Blog

 6 minute read.

DOIs and Linked Data: Some Concrete Proposals

Since last month’s threads (here, here, here and here) talking about the issues involved in making the DOI a first-class identifier for linked data applications, I’ve had the chance to actually sit down with some of the thread’s participants (Tony Hammond, Leigh Dodds, Norman Paskin) and we’ve been able sketch-out some possible scenarios for migrating the DOI into a linked data world.

I think that several of us were struck by how little actually needs to be done in order to fully address virtually all of the concerns that the linked data community has expressed about DOIs. Not only that- but in some of these scenarios we would put ourselves in a position to be able to semantically-enable over 40 million DOIs with what amounts to the flick of a switch.

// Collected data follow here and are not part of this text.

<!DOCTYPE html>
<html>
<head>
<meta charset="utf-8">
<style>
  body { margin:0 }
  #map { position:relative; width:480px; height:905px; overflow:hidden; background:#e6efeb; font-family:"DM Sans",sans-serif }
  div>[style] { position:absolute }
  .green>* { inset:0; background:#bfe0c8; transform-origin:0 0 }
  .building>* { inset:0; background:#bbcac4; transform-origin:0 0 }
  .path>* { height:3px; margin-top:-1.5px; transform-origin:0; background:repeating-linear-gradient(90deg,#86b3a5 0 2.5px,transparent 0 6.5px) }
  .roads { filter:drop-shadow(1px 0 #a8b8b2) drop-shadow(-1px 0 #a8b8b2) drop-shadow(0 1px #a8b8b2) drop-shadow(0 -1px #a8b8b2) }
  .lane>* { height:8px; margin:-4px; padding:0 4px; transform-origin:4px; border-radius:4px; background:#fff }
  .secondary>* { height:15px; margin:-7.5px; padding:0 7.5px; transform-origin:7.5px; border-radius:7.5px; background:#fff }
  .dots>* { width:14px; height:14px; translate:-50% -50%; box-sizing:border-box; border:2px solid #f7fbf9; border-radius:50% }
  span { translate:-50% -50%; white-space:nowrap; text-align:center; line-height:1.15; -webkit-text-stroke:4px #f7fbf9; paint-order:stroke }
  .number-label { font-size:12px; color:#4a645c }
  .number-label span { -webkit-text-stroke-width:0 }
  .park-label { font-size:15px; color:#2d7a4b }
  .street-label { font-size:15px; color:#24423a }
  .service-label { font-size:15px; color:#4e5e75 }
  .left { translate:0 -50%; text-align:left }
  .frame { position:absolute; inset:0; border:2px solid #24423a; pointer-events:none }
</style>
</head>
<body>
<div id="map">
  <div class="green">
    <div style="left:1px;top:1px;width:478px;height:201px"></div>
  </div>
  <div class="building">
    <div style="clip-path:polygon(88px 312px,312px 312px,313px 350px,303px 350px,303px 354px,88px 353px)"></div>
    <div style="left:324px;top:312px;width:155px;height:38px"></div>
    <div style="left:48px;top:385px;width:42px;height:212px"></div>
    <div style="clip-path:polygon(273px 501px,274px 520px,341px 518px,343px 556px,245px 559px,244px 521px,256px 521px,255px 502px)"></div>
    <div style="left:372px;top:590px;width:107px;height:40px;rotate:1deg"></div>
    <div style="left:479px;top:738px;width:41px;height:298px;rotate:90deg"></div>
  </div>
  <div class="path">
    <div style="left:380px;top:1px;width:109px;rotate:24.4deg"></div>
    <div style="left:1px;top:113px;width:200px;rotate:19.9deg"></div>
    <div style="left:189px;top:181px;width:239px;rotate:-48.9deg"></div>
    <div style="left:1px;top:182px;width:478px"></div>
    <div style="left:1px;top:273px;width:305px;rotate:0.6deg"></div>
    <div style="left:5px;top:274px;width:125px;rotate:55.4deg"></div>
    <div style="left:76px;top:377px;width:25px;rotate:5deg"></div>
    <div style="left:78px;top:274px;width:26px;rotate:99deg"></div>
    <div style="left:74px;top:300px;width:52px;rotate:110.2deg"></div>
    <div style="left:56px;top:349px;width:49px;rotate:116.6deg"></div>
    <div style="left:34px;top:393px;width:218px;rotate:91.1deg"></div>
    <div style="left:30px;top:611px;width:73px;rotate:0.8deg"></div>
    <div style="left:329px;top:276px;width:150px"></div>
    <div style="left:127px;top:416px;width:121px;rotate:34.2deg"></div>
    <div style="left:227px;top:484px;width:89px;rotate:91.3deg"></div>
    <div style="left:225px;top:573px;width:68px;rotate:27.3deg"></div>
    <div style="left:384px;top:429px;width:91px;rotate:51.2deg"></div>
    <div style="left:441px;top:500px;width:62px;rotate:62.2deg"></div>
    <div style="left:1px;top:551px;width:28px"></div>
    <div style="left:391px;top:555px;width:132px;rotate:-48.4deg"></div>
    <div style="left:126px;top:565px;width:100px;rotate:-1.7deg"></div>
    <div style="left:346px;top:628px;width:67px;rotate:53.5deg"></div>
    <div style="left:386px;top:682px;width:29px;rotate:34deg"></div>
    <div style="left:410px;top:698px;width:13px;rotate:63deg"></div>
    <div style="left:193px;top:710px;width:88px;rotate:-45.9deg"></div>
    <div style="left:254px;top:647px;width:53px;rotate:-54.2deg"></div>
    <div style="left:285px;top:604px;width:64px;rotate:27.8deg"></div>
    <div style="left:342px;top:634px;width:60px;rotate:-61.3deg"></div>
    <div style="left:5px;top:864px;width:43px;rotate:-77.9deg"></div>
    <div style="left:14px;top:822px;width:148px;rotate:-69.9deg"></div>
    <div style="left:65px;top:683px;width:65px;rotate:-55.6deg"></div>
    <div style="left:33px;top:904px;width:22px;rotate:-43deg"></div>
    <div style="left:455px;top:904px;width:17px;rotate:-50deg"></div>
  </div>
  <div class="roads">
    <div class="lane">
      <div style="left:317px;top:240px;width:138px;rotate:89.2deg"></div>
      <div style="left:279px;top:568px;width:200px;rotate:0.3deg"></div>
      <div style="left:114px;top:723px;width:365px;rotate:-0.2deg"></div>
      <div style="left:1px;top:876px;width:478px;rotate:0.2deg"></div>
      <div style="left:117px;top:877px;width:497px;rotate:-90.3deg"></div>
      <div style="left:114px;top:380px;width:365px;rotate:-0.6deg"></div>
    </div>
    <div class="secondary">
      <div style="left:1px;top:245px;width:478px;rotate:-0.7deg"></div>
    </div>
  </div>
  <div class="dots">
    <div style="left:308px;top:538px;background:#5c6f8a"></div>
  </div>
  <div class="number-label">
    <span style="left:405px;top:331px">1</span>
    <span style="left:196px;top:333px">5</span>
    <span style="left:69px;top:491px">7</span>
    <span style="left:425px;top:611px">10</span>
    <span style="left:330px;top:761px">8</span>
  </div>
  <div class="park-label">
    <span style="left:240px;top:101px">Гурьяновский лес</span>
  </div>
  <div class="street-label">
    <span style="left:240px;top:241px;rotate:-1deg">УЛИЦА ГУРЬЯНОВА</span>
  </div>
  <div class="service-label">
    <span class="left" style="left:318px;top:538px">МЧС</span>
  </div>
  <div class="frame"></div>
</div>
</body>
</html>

Given the huge interest in linked data on the part of researchers and Crossref members- it seems like it would be a fantastic boon to both the IDF (International DOI Foundation) and Crossref if we were able to do something quickly here.

Anyway- The following are notes outlining several concrete proposals for addressing the limitations of DOIs as identifiers in linked data applications. They range in complexity/effort involved- with the simplest scenario providing minimal (yet functional) LD capabilities for just one RA’s members (Crossref’s) and the most complex providing per-RA and per-RA-member configurability on how DOIs would behave for LD applications.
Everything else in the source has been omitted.